Should I vote in the QS World Rankings?

I was invited recently by email to vote in the QS world rankings of universities. Part of the QS rankings (40%) goes for something called “academic reputation” and I suppose my vote/opinion counts towards that. My main problem with rankings in general is that sometimes people use them for things that they are not supposed to be used for. For example, those in power might use the rankings to make policy decisions. Further, it is never really disclosed how the rankings are arrived at. Yes, there are some vague explanations, but it is never possible to replicate the results. Given all that, should I vote?

There have been many posts recently about world rankings. One describes some impacts of the world rankings on higher education and its quality and regulation. Another is called the ultimate absurdity of college rankings. A third by Richard Holmes gives some reasons why rankings are unreliable, especially the subject rankings.
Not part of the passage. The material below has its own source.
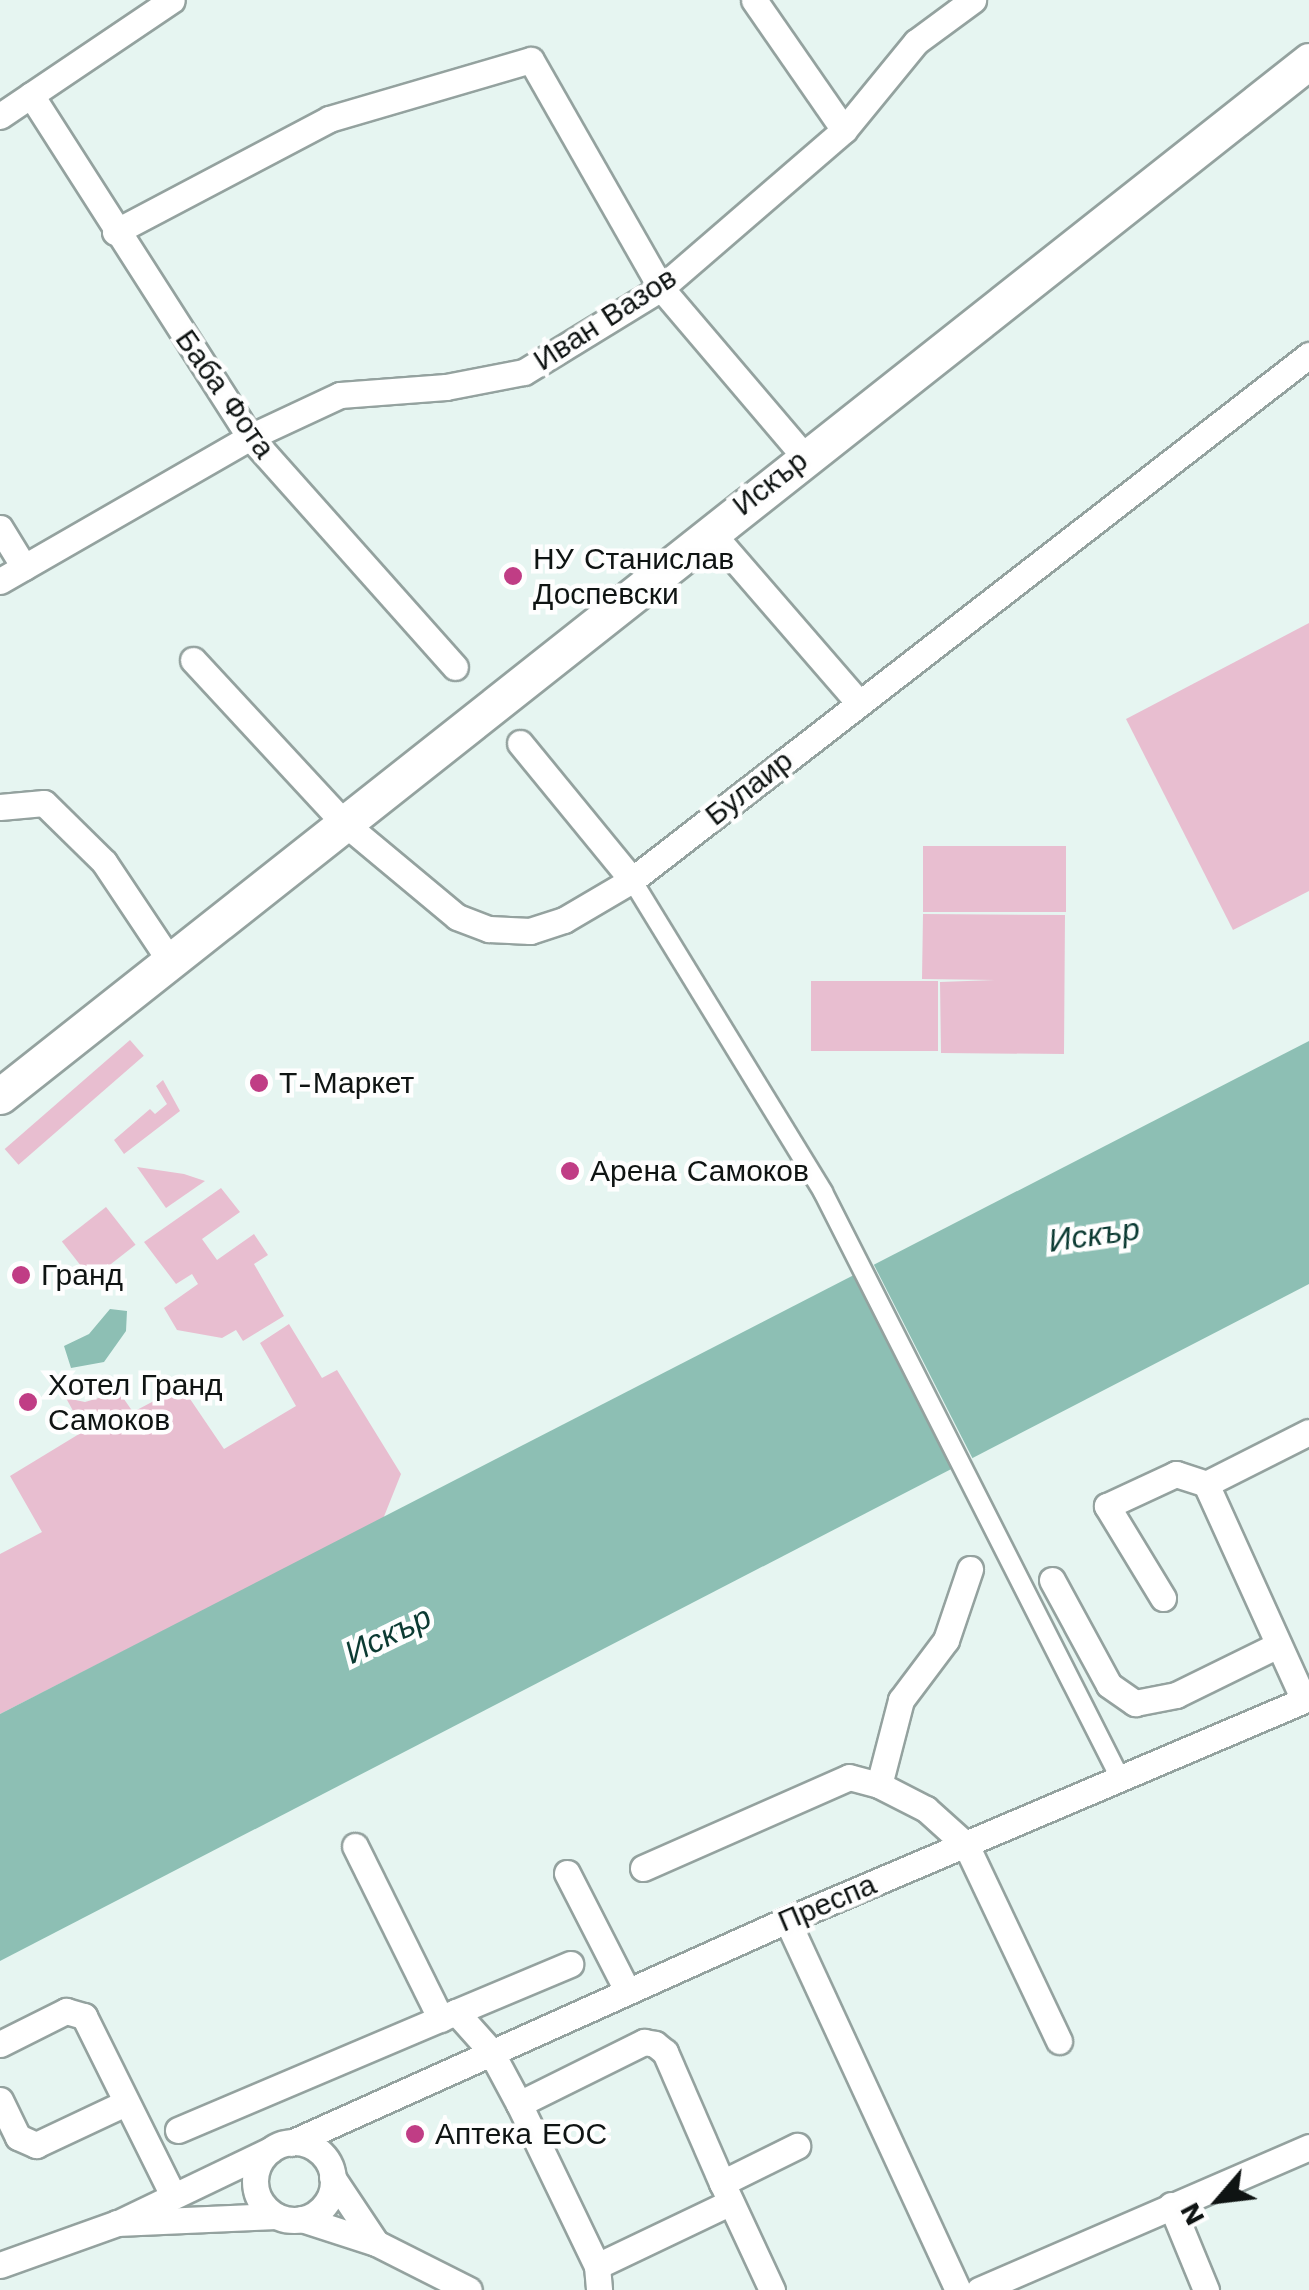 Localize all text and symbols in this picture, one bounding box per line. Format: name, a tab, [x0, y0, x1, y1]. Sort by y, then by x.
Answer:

Anyway, to be more specific about my own dilemma, should I give my opinion about other universities? I have a problem because I don’t really know enough. I have to name up to 30 (foreign) universities that produce the best research in the natural sciences, as well as 10 in my own country (Ireland). Sure, we can all name Caltech and so on at the top. After the top ten or so, I run out of names.  So what do I do? Who should I name? How do I decide if one university is better than another?  Can I compare, for example, Kyoto University with the University of New South Wales? To be honest, I know they are both very good with top class reputations, but I couldn’t rank one above the other. (Kyoto was 35 and NSW was 52 in the overall QS rankings in 2012, by the way.) To be honest, I probably wouldn’t name either of them in my 30, but that’s just because I don’t know them and I don’t know anyone there. The same goes for hundreds of other universities.

So what sort of a picture does my response, and the responses of other academics like me, actually give? The number of votes a university gets is probably proportional to how many foreigners know someone who works there. The top ten will remain the top ten, because everyone automatically assumes they are great and everyone has heard of them. But when you move down the list to around number 50, and below, how precise can we be? Some volatility is to be expected, and indeed happens. (Why volatility happens is not always clear, as discussed here)

The data for “reputation” is gathered in such a random fashion that it cannot be meaningful.

The president of University College Cork wrote an email to all staff in May 2011, and got into hot water. The full text is here QS now says that they use “sophisticated anomaly detection algorithms” among other things, to stop academics asking their friends to vote for them.

It was recently exposed that the QS rankings used a site that pays people to fill out surveys. There is an excellent article about this here by Elizabeth Redden. Indeed, I was offered 300 pounds in credits to complete my survey. After I did so, out of curiosity, I tried to buy QS reports with my credits. The website didn’t work, I got an error message and the credits were worthless.

i wonder if anyone has actually done a survey to see how many students actually use rankings when deciding on a university.


Citation indicator in world rankings

An interesting post by Richard Holmes about the THE university world rankings, and why the citation part of the rankings is not yet reliable. I just noticed that he withdrew the post and replaced it with an apology.

The world top 20 in the THE citation indicator rankings are

1.   Moscow (State) Engineering Physics Institute (MEPhI)
1.   Rice University
3.   University of California Santa Cruz
3.   MIT
5.   Princeton
6.   Caltech
7.   University of California Santa Barbara
7.   Stanford
9.   University of California Berkeley
10.  Harvard
11.  Royal Holloway London
12.  Chicago
13.  Northwestern
14.  Tokyo Metropolitan University
14.  University of Colorado Boulder
16.  University of Washington Seattle
16.  Duke
18.  University of California San Diego
18.  University of Pennsylvania
18.  Cambridge

The list looks slightly odd to me. I would like to know how these numbers are calculated, but I can’t find the information anywhere. It is apparently calculated by Thomson-Reuters, who use their large database of citation data to compute this number.  I would like to calculate it for my own university UCD, but I don’t know how. In 2011 UCD got 80.5 and in 2012 UCD got 74.9.  What happened to us?  The formula for calculating the number seems to be a secret, so we can’t replicate the calculation. Just accept it. We got worse between 2011 and 2012.

On a different matter, there is an interesting post by Phil Davis on the relation between impact factors and citations. There is none. [Essentially none, in my opinion.]  I made an earlier post about this, and gave links to other writings.